Aku tidak ingin pernikahanku terjadi hanya karena tekanan-tekanan dari orang-orang di sekitarku.

Aku tidak ingin pernikahanku menjadi seperti pernikahan seseorang yang pernah aku kenal. Ia mengambil keputusan untuk menikah dengan kekasihnya yang ia kenal lewat dunia maya. Ya, ia menikah dengan kekasihnya itu, dan hingga sekarang sudah 2 tahun, aku tahu ia belum pernah hidup bersama dengan kekasih yang telah menjadi suaminya itu, karena mereka hidup di masing-masing kota yang berjauhan. Kesanku dari pernikahannya menjadi negatif.  Aku berpikir mungkin saja ia hanya ingin mengubah status, supaya tidak lagi terganggu dengan gunjingan-gunjingan orang-orang di sekitarnya. Kasihan sekali dia kalau memang begitu kenyataannya. Dan aku tidak ingin seperti itu.

***

Namun kini, aku tidak perlu resah dengan kekuatiran orang-orang di sekitarku lagi.  Tentu saja aku bahagia dengan pernikahan yang sedang menantiku, namun aku tidak ingin terlalu bahagia dengan itu, karena ada sesuatu yang masih mengganjal hatiku.

***

Aku memang tidak akan perduli apa kata orang tentang pilihanku, tapi aku harus perduli dengan apa kata hatiku.

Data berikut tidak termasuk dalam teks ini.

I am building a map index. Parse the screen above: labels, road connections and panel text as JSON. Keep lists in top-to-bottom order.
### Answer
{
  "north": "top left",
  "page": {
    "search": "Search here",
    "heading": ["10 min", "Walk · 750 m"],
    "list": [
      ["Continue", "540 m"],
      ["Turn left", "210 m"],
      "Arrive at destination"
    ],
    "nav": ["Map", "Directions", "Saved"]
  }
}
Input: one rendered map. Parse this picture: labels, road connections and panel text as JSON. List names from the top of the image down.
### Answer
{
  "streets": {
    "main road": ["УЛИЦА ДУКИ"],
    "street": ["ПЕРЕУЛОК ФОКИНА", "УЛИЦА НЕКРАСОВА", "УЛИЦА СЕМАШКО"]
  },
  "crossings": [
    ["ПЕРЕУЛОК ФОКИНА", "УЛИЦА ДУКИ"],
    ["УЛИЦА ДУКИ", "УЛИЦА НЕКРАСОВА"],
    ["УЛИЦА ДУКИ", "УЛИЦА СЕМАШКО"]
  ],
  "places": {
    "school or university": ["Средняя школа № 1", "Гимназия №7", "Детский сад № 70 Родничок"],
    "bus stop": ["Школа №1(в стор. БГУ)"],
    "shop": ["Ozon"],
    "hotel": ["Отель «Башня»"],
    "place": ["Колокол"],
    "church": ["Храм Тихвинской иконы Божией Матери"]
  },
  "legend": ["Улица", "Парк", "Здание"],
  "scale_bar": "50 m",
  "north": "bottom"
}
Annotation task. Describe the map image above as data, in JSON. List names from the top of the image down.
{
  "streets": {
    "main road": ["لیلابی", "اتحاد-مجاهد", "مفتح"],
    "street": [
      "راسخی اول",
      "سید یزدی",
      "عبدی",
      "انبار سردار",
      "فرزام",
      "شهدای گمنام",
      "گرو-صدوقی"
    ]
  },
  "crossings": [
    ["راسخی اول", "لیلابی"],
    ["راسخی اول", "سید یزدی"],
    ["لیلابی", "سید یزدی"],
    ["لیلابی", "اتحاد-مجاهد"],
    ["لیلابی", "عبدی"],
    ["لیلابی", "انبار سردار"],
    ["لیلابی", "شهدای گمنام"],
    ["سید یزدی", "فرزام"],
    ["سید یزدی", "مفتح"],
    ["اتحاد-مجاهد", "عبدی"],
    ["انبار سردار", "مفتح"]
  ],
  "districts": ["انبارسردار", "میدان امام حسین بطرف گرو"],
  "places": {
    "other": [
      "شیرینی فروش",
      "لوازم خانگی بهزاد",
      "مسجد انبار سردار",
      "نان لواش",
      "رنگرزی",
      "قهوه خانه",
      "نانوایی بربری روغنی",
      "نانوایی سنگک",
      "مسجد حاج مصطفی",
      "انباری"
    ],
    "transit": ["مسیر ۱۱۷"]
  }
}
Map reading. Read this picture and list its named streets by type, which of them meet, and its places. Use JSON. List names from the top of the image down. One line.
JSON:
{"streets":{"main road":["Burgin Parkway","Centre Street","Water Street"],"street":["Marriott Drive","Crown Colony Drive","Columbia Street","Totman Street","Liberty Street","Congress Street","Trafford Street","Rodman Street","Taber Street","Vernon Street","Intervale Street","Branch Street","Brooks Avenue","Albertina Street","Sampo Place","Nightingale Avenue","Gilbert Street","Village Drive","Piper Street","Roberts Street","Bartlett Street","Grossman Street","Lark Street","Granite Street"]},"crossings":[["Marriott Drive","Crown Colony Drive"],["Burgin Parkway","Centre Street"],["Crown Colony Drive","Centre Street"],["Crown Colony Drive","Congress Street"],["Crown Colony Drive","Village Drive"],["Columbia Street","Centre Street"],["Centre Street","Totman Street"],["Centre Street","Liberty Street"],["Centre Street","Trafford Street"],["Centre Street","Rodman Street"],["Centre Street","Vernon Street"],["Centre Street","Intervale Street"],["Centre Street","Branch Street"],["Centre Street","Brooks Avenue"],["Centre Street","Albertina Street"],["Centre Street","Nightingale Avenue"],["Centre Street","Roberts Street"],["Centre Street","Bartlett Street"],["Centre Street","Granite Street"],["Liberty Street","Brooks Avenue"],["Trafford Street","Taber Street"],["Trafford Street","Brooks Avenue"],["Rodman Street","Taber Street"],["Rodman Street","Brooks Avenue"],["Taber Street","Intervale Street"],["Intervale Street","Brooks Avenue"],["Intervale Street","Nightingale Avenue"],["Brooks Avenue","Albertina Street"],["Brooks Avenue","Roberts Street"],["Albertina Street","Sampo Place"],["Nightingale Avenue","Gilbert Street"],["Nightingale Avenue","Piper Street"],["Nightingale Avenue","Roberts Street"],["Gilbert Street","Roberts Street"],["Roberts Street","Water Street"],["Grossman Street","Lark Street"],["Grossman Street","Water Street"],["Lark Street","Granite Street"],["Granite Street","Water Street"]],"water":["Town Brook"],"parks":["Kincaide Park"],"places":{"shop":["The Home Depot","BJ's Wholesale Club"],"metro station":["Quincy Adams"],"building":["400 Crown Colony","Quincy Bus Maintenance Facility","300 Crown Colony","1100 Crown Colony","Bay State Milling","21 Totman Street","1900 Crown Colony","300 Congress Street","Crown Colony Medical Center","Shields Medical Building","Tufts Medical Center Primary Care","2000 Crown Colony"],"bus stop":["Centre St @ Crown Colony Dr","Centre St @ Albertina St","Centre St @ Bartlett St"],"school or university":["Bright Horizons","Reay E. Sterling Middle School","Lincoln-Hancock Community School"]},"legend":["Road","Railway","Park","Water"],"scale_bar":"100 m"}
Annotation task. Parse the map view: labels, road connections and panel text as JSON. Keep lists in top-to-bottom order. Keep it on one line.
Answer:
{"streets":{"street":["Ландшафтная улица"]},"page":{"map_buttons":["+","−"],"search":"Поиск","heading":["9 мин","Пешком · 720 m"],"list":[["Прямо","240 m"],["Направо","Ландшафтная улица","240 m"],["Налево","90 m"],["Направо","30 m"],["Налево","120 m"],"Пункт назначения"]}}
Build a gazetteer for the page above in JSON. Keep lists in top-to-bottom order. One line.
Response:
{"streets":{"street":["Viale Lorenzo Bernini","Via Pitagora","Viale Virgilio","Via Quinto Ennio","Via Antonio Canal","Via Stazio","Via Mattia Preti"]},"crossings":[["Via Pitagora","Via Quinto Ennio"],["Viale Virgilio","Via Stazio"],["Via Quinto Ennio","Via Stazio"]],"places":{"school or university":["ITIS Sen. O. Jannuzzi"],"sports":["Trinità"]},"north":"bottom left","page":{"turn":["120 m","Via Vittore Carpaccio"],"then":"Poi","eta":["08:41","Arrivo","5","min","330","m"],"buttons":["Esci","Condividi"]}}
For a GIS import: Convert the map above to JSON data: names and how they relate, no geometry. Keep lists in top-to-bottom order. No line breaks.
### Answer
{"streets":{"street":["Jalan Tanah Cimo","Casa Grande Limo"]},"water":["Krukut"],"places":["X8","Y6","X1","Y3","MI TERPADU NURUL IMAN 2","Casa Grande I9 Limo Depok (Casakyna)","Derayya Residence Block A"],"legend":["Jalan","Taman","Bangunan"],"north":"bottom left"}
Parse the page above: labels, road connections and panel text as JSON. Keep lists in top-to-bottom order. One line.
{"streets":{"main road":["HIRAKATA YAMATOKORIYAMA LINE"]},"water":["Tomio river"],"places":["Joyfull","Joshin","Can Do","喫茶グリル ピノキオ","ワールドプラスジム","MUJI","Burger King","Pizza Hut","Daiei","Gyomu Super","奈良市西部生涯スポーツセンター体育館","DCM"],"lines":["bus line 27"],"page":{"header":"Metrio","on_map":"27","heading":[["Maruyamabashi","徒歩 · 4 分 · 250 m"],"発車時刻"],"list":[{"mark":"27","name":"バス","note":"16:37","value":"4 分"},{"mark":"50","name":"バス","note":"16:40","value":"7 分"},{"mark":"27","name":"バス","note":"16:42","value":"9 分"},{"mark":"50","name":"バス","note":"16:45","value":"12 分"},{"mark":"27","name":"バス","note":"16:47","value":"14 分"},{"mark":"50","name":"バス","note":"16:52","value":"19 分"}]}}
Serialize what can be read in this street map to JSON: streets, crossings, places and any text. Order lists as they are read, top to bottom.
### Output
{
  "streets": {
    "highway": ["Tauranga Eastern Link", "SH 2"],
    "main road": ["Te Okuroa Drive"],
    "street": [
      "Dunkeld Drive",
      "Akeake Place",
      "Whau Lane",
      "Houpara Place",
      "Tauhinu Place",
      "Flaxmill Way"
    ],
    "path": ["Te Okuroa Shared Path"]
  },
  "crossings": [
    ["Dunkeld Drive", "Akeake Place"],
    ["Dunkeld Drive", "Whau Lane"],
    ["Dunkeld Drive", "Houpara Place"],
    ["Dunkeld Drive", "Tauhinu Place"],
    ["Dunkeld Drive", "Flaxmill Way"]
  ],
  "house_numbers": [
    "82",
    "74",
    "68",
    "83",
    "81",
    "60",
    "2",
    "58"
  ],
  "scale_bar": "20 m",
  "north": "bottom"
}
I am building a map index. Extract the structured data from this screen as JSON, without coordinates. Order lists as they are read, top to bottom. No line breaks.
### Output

Aku bahagia, manakala ia melamarku. Karena aku memang pernah berharap bahwa pria seperti dialah yang akan menikah denganku.

Aku tidak perlu mengatakan mengapa aku menyukainya, karena tidak semua akan setuju dengan pendapatku tentang seorang yang aku sukai. Seorang temanku pernah menertawaiku ketika aku bercerita kepadanya tentang seorang pria yang aku sukai, sehingga terlalu bodoh rasanya apabila aku kembali ditertawai dengan ceritaku yang sama.

Jadi aku hanya ingin mengatakan bahwa aku menyukainya, itu saja.

Sudah cukup, jika ibu dan ayahku setuju denganku, sekalipun mungkin hanya karena alasan mereka ingin melihatku menikah sebelum aku benar-benar tidak lagi dapat menikah.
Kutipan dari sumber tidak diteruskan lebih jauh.